Task details = Search the data below for "arrow" and report how many lines contain it, with no other text.
• • •
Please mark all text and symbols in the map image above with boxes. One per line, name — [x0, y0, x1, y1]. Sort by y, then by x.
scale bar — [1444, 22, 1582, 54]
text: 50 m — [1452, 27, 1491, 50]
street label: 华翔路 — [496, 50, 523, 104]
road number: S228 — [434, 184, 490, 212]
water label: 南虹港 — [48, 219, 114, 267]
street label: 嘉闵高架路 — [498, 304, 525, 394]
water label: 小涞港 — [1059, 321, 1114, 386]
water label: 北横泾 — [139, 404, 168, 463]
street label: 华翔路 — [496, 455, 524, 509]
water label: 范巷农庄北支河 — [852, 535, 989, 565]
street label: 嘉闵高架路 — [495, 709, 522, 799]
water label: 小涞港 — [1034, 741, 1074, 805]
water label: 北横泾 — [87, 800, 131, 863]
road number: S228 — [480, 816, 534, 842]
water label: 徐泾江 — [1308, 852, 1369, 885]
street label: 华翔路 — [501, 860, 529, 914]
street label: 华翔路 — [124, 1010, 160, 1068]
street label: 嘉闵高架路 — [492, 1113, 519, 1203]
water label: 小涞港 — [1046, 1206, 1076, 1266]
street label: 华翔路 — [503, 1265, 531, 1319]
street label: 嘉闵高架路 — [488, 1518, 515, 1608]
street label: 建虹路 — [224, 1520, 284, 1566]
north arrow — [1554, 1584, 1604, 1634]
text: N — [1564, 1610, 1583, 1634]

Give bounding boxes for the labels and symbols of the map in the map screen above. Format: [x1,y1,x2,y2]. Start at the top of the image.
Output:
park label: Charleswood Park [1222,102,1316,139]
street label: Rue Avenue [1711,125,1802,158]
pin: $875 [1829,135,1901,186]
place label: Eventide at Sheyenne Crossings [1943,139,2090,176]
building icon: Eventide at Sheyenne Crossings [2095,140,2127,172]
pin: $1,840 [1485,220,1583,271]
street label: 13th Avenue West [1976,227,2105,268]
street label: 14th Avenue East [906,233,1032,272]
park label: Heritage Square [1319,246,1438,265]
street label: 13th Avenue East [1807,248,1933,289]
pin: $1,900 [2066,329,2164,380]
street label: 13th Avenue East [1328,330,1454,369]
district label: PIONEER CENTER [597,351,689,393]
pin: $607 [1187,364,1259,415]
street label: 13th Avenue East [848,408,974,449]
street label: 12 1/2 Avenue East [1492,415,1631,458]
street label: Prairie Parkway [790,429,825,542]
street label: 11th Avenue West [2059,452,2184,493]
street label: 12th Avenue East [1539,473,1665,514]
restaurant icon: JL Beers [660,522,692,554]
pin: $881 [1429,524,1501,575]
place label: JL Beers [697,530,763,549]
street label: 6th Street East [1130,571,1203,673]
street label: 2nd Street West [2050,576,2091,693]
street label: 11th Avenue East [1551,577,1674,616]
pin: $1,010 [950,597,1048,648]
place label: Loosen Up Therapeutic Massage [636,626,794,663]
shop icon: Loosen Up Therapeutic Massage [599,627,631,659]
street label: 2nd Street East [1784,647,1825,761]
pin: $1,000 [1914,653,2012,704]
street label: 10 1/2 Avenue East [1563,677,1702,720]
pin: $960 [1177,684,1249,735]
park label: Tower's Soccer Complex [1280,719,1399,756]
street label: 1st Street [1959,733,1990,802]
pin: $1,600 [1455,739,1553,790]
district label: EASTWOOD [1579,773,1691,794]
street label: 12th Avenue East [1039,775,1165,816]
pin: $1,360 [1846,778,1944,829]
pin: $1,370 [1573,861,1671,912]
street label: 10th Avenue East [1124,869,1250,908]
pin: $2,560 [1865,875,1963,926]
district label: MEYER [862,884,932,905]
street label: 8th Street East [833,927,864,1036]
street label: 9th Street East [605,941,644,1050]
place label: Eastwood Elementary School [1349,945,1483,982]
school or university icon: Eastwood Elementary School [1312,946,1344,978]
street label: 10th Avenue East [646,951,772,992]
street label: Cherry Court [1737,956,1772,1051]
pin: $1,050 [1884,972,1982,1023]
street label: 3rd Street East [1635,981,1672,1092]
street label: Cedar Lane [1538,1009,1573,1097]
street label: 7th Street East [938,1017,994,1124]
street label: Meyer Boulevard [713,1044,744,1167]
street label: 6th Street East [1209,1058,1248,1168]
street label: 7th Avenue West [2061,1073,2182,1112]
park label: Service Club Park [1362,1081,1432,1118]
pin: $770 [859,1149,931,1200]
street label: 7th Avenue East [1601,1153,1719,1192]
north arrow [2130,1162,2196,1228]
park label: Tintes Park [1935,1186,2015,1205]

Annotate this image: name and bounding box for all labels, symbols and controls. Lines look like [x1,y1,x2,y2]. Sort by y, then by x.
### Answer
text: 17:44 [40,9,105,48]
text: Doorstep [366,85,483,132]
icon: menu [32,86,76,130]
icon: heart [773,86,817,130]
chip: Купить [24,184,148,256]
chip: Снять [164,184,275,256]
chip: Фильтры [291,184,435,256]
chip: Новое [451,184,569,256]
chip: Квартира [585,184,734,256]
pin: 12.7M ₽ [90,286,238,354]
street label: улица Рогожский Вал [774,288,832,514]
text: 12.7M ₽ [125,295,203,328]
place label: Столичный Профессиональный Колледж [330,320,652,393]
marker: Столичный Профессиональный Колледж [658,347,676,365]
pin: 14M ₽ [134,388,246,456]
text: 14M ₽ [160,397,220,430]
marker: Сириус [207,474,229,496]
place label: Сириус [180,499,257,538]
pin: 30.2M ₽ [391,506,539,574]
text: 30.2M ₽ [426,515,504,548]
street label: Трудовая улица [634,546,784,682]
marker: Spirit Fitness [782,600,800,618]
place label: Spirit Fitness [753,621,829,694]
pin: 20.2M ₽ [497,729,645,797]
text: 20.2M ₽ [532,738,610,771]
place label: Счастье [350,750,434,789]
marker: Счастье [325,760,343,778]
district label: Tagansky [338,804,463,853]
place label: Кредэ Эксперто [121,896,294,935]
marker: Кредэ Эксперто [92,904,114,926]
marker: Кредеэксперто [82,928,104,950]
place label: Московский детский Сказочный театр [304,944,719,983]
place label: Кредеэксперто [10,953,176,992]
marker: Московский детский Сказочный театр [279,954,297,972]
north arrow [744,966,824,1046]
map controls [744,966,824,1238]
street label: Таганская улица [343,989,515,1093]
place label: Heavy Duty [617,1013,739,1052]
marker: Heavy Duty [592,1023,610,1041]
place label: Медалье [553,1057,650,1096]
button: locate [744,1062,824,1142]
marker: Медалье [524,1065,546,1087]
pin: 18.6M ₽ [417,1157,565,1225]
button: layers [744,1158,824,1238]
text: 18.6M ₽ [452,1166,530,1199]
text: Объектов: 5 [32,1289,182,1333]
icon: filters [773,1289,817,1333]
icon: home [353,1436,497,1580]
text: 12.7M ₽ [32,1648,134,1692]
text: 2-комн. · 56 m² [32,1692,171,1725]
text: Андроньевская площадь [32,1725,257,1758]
• • •
Reply to the exercise = 3